● **Task details**: Write the data out again, character for character, with no images.
%%
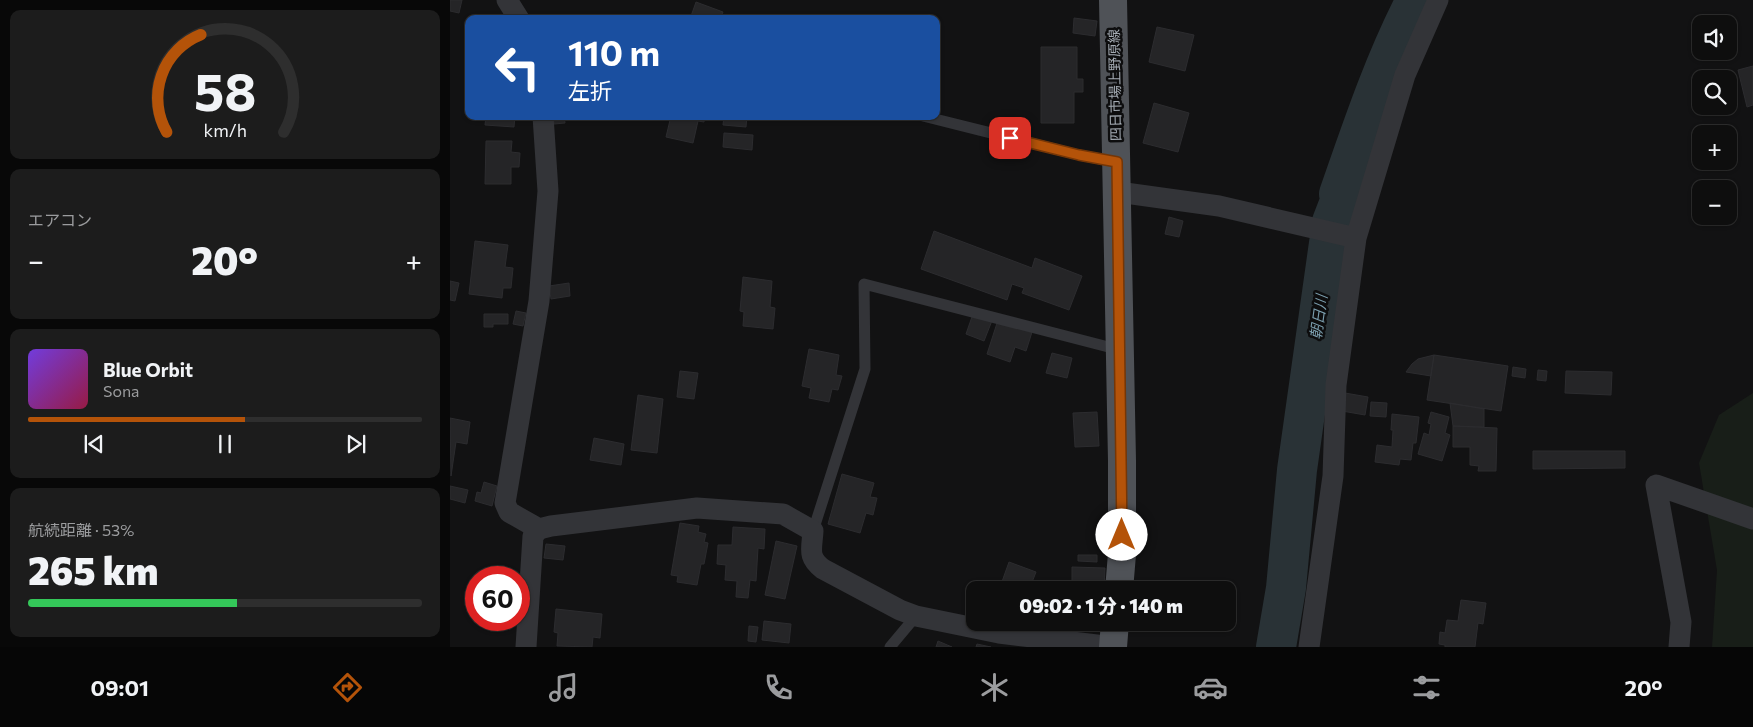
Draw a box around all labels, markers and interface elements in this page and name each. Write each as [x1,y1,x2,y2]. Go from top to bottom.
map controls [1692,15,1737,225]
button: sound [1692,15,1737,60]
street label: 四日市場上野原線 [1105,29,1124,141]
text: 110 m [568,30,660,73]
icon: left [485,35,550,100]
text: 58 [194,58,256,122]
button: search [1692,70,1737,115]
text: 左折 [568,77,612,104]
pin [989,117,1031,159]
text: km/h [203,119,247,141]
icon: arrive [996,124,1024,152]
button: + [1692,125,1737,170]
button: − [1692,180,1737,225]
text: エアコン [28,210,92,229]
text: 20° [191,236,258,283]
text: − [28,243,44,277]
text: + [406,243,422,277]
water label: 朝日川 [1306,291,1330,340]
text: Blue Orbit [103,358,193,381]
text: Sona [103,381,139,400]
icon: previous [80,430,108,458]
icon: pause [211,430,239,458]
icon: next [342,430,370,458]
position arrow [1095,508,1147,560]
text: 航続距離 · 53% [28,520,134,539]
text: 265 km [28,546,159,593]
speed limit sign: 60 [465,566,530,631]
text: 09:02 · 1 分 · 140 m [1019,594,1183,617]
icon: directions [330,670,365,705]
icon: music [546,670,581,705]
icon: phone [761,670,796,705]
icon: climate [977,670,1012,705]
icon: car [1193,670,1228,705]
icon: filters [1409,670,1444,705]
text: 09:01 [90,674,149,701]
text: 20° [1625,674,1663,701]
%%
● **Result of the task**:
Draw a box around all labels, markers and interface elements in this page and name each. Write each as [x1,y1,x2,y2]. Go from top to bottom.
map controls [1692,15,1737,225]
button: sound [1692,15,1737,60]
street label: 四日市場上野原線 [1105,29,1124,141]
text: 110 m [568,30,660,73]
icon: left [485,35,550,100]
text: 58 [194,58,256,122]
button: search [1692,70,1737,115]
text: 左折 [568,77,612,104]
pin [989,117,1031,159]
text: km/h [203,119,247,141]
icon: arrive [996,124,1024,152]
button: + [1692,125,1737,170]
button: − [1692,180,1737,225]
text: エアコン [28,210,92,229]
text: 20° [191,236,258,283]
text: − [28,243,44,277]
text: + [406,243,422,277]
water label: 朝日川 [1306,291,1330,340]
text: Blue Orbit [103,358,193,381]
text: Sona [103,381,139,400]
icon: previous [80,430,108,458]
icon: pause [211,430,239,458]
icon: next [342,430,370,458]
position arrow [1095,508,1147,560]
text: 航続距離 · 53% [28,520,134,539]
text: 265 km [28,546,159,593]
speed limit sign: 60 [465,566,530,631]
text: 09:02 · 1 分 · 140 m [1019,594,1183,617]
icon: directions [330,670,365,705]
icon: music [546,670,581,705]
icon: phone [761,670,796,705]
icon: climate [977,670,1012,705]
icon: car [1193,670,1228,705]
icon: filters [1409,670,1444,705]
text: 09:01 [90,674,149,701]
text: 20° [1625,674,1663,701]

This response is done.